Im Landkreis Oder-Spree steigt die Zahl der Personen, die sich wegen einer möglichen Corona-Infektion in häuslicher Quarantäne befinden, weiter an. Aktuell ist die Quarantäne vom Gesundheitsamt für 1695 Personen angeordnet worden, das sind 71 mehr als noch vor einem Tag. In der selben Zeit wurden vom Amt 34 neue positive Corona-Tests erfasst. Damit gelten aktuell 557 Personen als akut infiziert. Die Sieben-Tage-Inzidenz ist leicht auf 154,4 gesunken. Die Zahl der im Zusammenhang mit einer Corona-Infektion aufgetretenen Todesfälle bleibt konstant bei 20.
Vom Infektionsgeschehen ist weiterhin der gesamte Kreis flächendeckend betroffen.
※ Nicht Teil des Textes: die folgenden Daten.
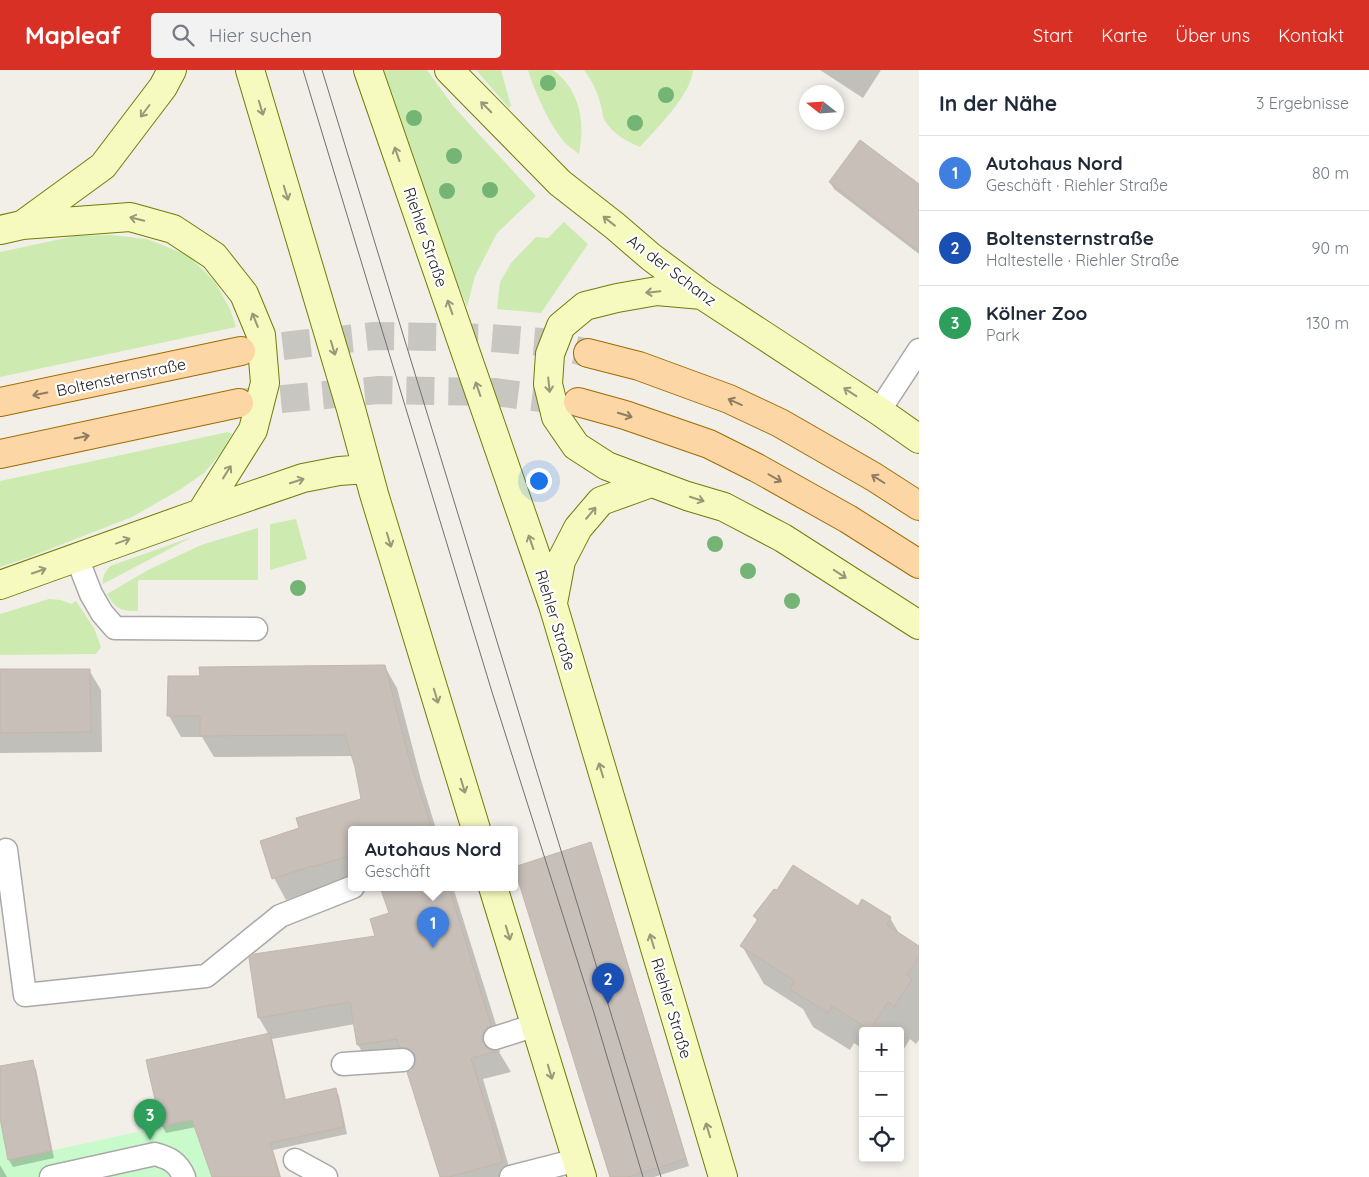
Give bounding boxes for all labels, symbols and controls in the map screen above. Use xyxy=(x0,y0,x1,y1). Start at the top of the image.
search box xyxy=(151,13,501,58)
text: Mapleaf xyxy=(25,20,121,50)
icon: search xyxy=(169,21,197,49)
text: Hier suchen xyxy=(209,23,312,47)
text: Start xyxy=(1033,24,1073,47)
text: Karte xyxy=(1101,24,1147,47)
text: Über uns xyxy=(1175,24,1250,47)
text: Kontakt xyxy=(1278,24,1344,47)
north arrow xyxy=(799,85,844,130)
text: In der Nähe xyxy=(939,90,1057,116)
text: 3 Ergebnisse xyxy=(1256,93,1349,113)
one-way arrow xyxy=(257,100,267,116)
one-way arrow xyxy=(479,101,492,113)
one-way arrow xyxy=(140,104,151,117)
one-way arrow xyxy=(392,146,401,162)
text: Autohaus Nord xyxy=(986,151,1123,175)
text: 1 xyxy=(952,163,958,183)
text: 80 m xyxy=(1312,163,1349,183)
text: Geschäft · Riehler Straße xyxy=(986,175,1168,195)
one-way arrow xyxy=(282,184,292,200)
street label: Riehler Straße xyxy=(400,184,452,290)
one-way arrow xyxy=(130,214,146,224)
one-way arrow xyxy=(603,216,616,227)
text: Boltensternstraße xyxy=(986,226,1154,250)
street label: An der Schanz xyxy=(624,230,720,310)
text: 2 xyxy=(950,238,960,258)
text: 90 m xyxy=(1312,238,1349,258)
text: Haltestelle · Riehler Straße xyxy=(986,250,1179,270)
one-way arrow xyxy=(646,287,662,297)
one-way arrow xyxy=(445,300,454,315)
text: Kölner Zoo xyxy=(986,301,1087,325)
one-way arrow xyxy=(249,313,259,328)
text: 3 xyxy=(951,313,959,333)
text: 130 m xyxy=(1306,313,1349,333)
text: Park xyxy=(986,325,1020,345)
one-way arrow xyxy=(328,340,338,356)
street label: Boltensternstraße xyxy=(54,354,188,400)
one-way arrow xyxy=(544,377,554,393)
one-way arrow xyxy=(473,381,483,397)
one-way arrow xyxy=(843,387,857,397)
one-way arrow xyxy=(32,390,48,399)
one-way arrow xyxy=(728,396,743,406)
one-way arrow xyxy=(617,411,633,421)
one-way arrow xyxy=(73,432,89,441)
one-way arrow xyxy=(222,465,232,479)
your location xyxy=(526,468,552,494)
one-way arrow xyxy=(767,473,781,483)
one-way arrow xyxy=(871,474,885,484)
one-way arrow xyxy=(288,475,304,485)
one-way arrow xyxy=(688,494,704,504)
one-way arrow xyxy=(585,507,596,520)
one-way arrow xyxy=(384,532,394,548)
one-way arrow xyxy=(526,535,535,551)
one-way arrow xyxy=(115,536,130,545)
one-way arrow xyxy=(30,566,46,575)
street label: Riehler Straße xyxy=(531,567,581,673)
one-way arrow xyxy=(832,569,846,579)
one-way arrow xyxy=(431,687,441,703)
one-way arrow xyxy=(595,762,605,778)
one-way arrow xyxy=(458,778,468,794)
popup xyxy=(348,826,518,891)
text: Autohaus Nord xyxy=(365,837,501,861)
text: Geschäft xyxy=(365,861,431,881)
pin: 1 xyxy=(417,907,449,948)
one-way arrow xyxy=(503,925,513,941)
one-way arrow xyxy=(646,934,656,950)
street label: Riehler Straße xyxy=(647,955,697,1061)
pin: 2 xyxy=(592,963,624,1004)
map controls xyxy=(859,1027,904,1162)
button: + xyxy=(859,1027,904,1072)
one-way arrow xyxy=(545,1063,555,1079)
button: − xyxy=(859,1072,904,1117)
pin: 3 xyxy=(134,1099,166,1140)
button: locate xyxy=(859,1117,904,1162)
one-way arrow xyxy=(703,1123,713,1139)

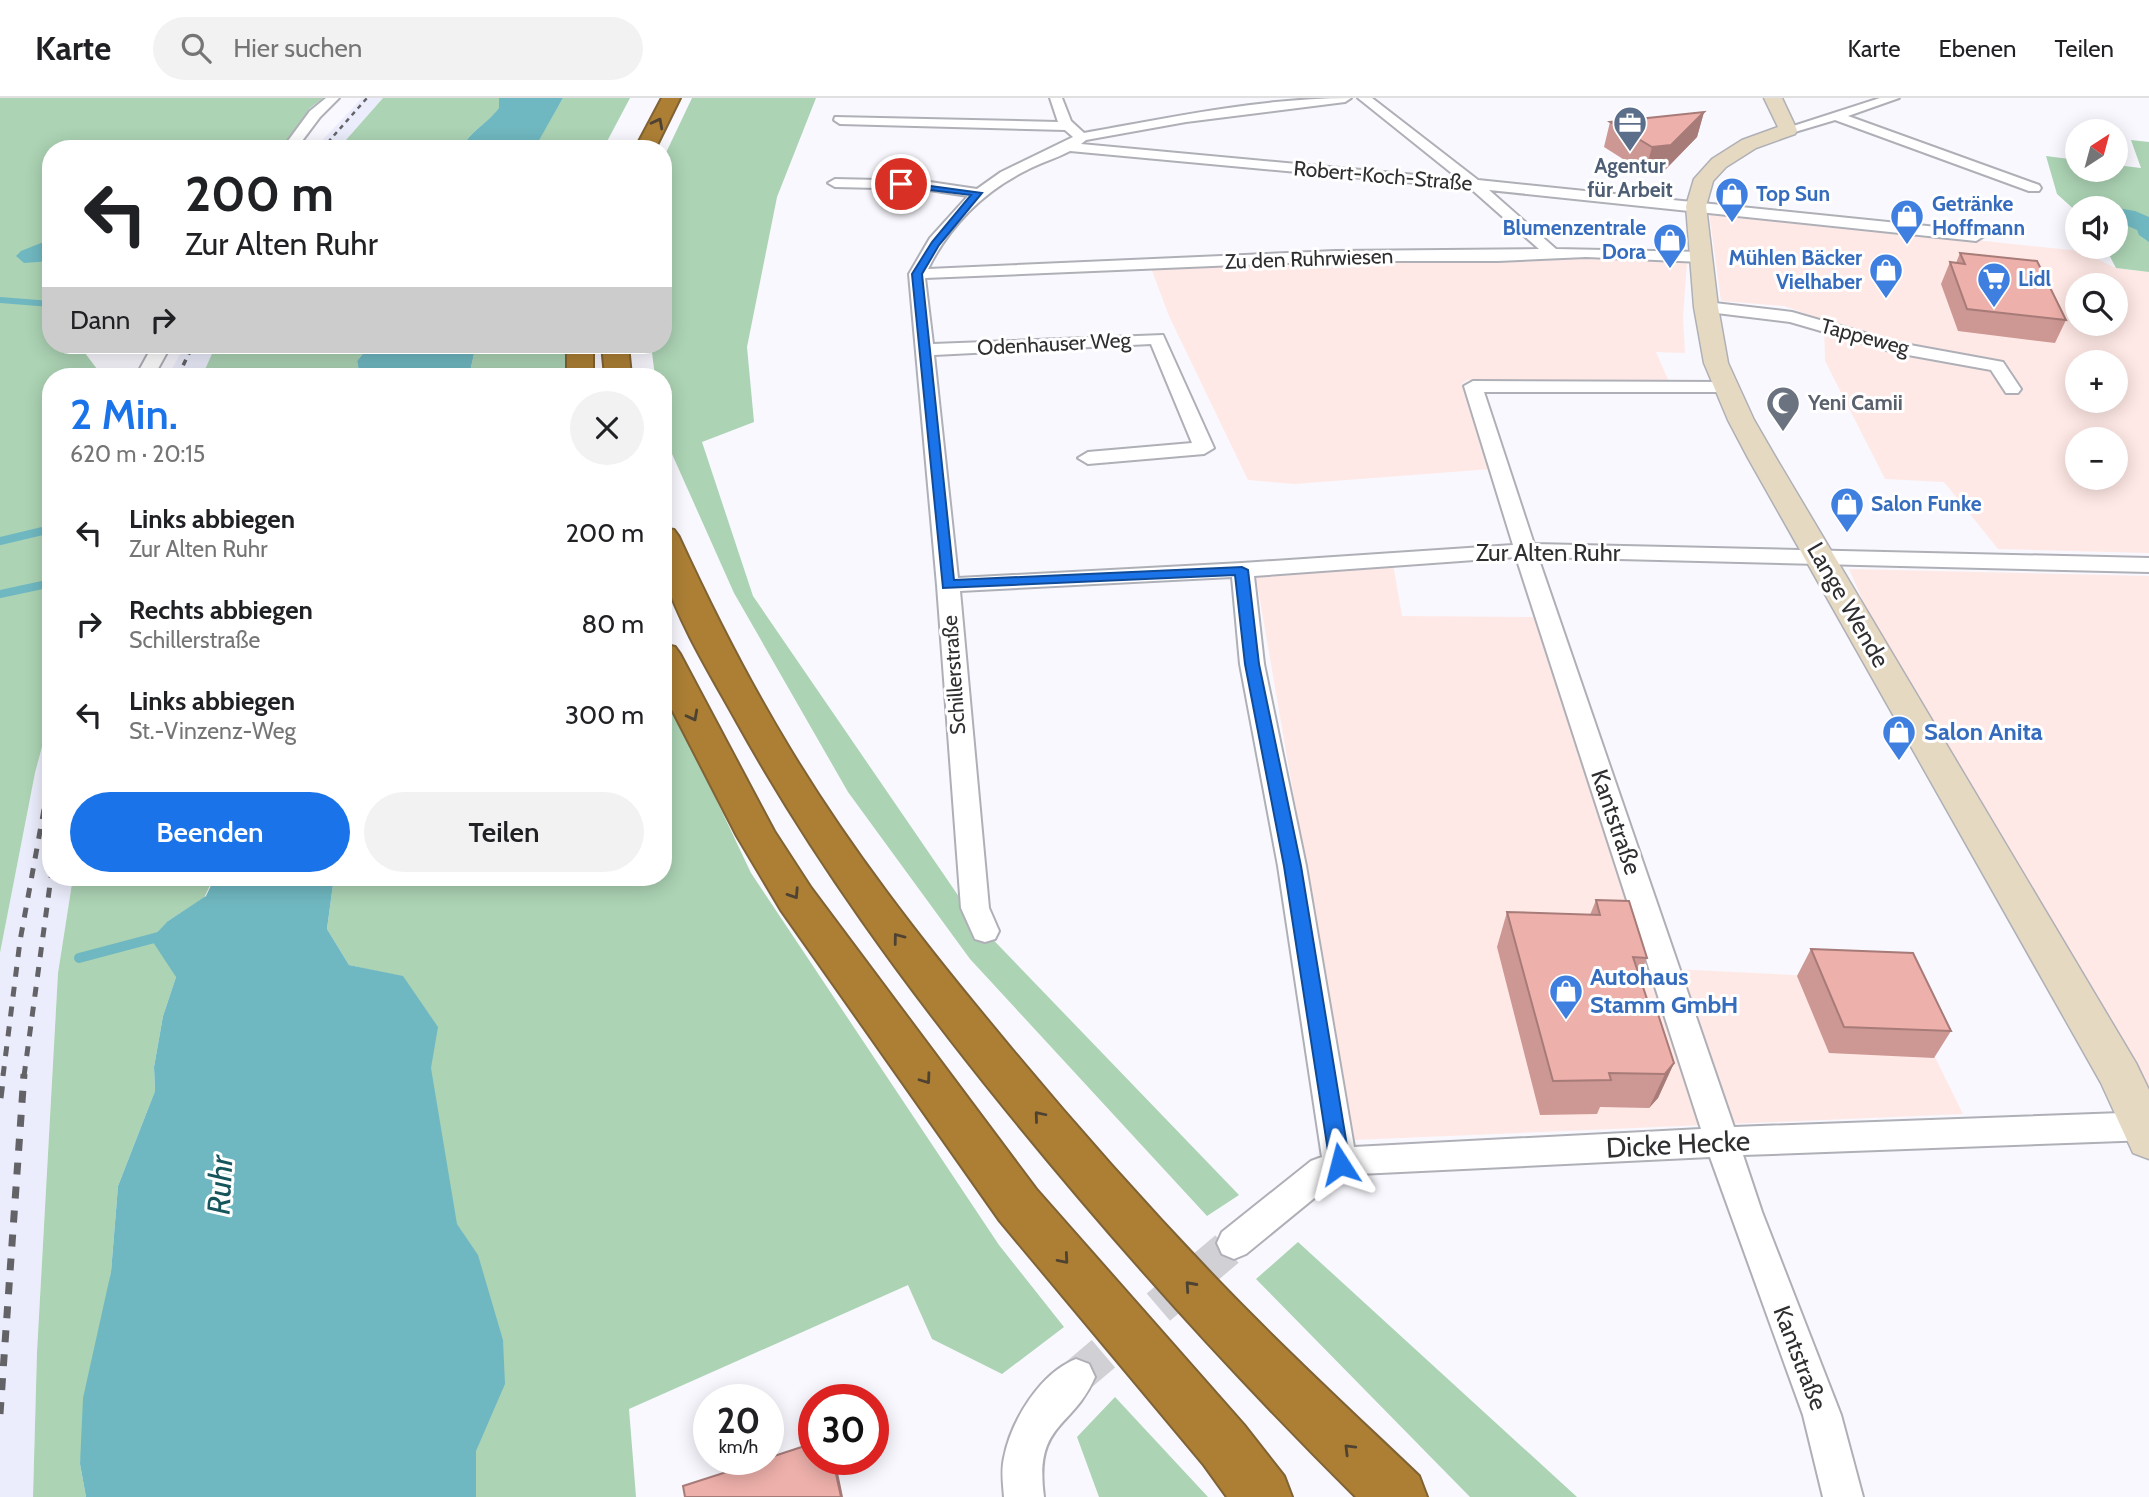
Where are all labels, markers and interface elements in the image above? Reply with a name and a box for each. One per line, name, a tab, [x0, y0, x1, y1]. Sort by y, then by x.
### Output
search box	[153, 17, 643, 80]
text: Karte	[35, 28, 111, 68]
icon: search	[177, 29, 215, 67]
text: Hier suchen	[233, 32, 362, 64]
text: Karte	[1847, 34, 1900, 63]
text: Ebenen	[1938, 34, 2016, 63]
text: Teilen	[2054, 34, 2114, 63]
office icon: Agentur für Arbeit	[1611, 104, 1649, 153]
one-way arrow	[649, 118, 663, 131]
north arrow	[2065, 119, 2128, 182]
map controls	[2065, 119, 2128, 490]
place label: Agentur für Arbeit	[1587, 153, 1673, 202]
pin	[871, 154, 931, 214]
street label: Robert-Koch-Straße	[1293, 155, 1474, 196]
text: 200 m	[185, 164, 334, 223]
icon: arrive	[882, 165, 920, 203]
icon: left	[70, 168, 161, 259]
shop icon: Top Sun	[1713, 175, 1751, 224]
place label: Top Sun	[1756, 181, 1830, 206]
place label: Getränke Hoffmann	[1932, 191, 2025, 240]
button: sound	[2065, 196, 2128, 259]
shop icon: Getränke Hoffmann	[1888, 197, 1926, 246]
place label: Blumenzentrale Dora	[1503, 215, 1647, 264]
shop icon: Blumenzentrale Dora	[1651, 221, 1689, 270]
text: Zur Alten Ruhr	[185, 224, 378, 263]
street label: Zu den Ruhrwiesen	[1224, 243, 1394, 274]
place label: Mühlen Bäcker Vielhaber	[1728, 245, 1862, 294]
shop icon: Mühlen Bäcker Vielhaber	[1867, 251, 1905, 300]
supermarket icon: Lidl	[1975, 260, 2013, 309]
place label: Lidl	[2018, 266, 2052, 291]
button: search	[2065, 273, 2128, 336]
icon: right	[144, 301, 182, 339]
text: Dann	[70, 304, 130, 336]
street label: Tappeweg	[1818, 313, 1913, 360]
street label: Odenhauser Weg	[977, 327, 1132, 360]
button: +	[2065, 350, 2128, 413]
mosque icon: Yeni Camii	[1764, 384, 1802, 433]
text: 2 Min.	[70, 388, 178, 440]
place label: Yeni Camii	[1807, 390, 1903, 415]
button: close	[570, 391, 644, 465]
button: −	[2065, 427, 2128, 490]
text: 620 m · 20:15	[70, 440, 205, 468]
shop icon: Salon Funke	[1828, 485, 1866, 534]
place label: Salon Funke	[1871, 491, 1982, 516]
text: Links abbiegen	[129, 503, 295, 535]
icon: left	[70, 514, 108, 552]
text: 200 m	[565, 517, 644, 549]
text: Zur Alten Ruhr	[129, 535, 268, 563]
street label: Lange Wende	[1801, 537, 1896, 672]
street label: Zur Alten Ruhr	[1476, 538, 1621, 567]
text: Rechts abbiegen	[129, 594, 313, 626]
icon: right	[70, 605, 108, 643]
text: 80 m	[581, 608, 644, 640]
street label: Schillerstraße	[937, 614, 970, 736]
text: Schillerstraße	[129, 626, 260, 654]
text: Links abbiegen	[129, 685, 295, 717]
icon: left	[70, 696, 108, 734]
text: 300 m	[565, 699, 644, 731]
one-way arrow	[684, 708, 698, 721]
shop icon: Salon Anita	[1880, 713, 1918, 762]
text: St.-Vinzenz-Weg	[129, 717, 296, 745]
place label: Salon Anita	[1924, 717, 2043, 746]
street label: Kantstraße	[1585, 765, 1648, 878]
button: Beenden	[70, 792, 350, 872]
button: Teilen	[364, 792, 644, 872]
one-way arrow	[785, 886, 798, 899]
one-way arrow	[893, 933, 906, 946]
place label: Autohaus Stamm GmbH	[1590, 962, 1738, 1019]
shop icon: Autohaus Stamm GmbH	[1547, 972, 1585, 1021]
one-way arrow	[918, 1071, 930, 1083]
one-way arrow	[1035, 1112, 1048, 1124]
street label: Dicke Hecke	[1605, 1123, 1751, 1165]
position arrow	[1303, 1127, 1377, 1201]
water label: Ruhr	[198, 1153, 241, 1216]
one-way arrow	[1056, 1251, 1068, 1264]
one-way arrow	[1186, 1281, 1199, 1294]
street label: Kantstraße	[1767, 1302, 1834, 1414]
speed limit sign: 30	[798, 1384, 889, 1475]
text: 20	[717, 1399, 760, 1442]
text: km/h	[719, 1436, 758, 1458]
one-way arrow	[1345, 1444, 1358, 1457]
Aus fast allen Kommunen wurden einzelne neue Infektionen gemeldet, ein Schwerpunkt liegt weiterhin in Fürstenwalde. Landrat Rolf Lindemann hat in seinem Bericht an den Kreistag eingeschätzt, dass „größere Infektionsherde quasi aus dem Nichts aufbrechen und sich in einer bisher nicht beobachteten Dynamik ausbreiten“. Ziel seiner Verwaltung sei es, die Sieben-Tage-Inzidenz im Landkreis bis zum Jahresende auf 75 zu begrenzen. Dies sei ein sehr ehrgeiziges Ziel, schließlich müsse man dafür das Infektionsgeschehen im Kreis mehr als halbieren.
Lindemann erklärte, dass es der falsche Ansatz sei, jede einzelne Maßnahme der Eindämmungsverordnung in ihrer Wirksamkeit zu hinterfragen. Diese seien vielmehr als Gesamtkonzept zur Eindämmung der Pandemie zu verstehen, die in der Summe wirksam sind.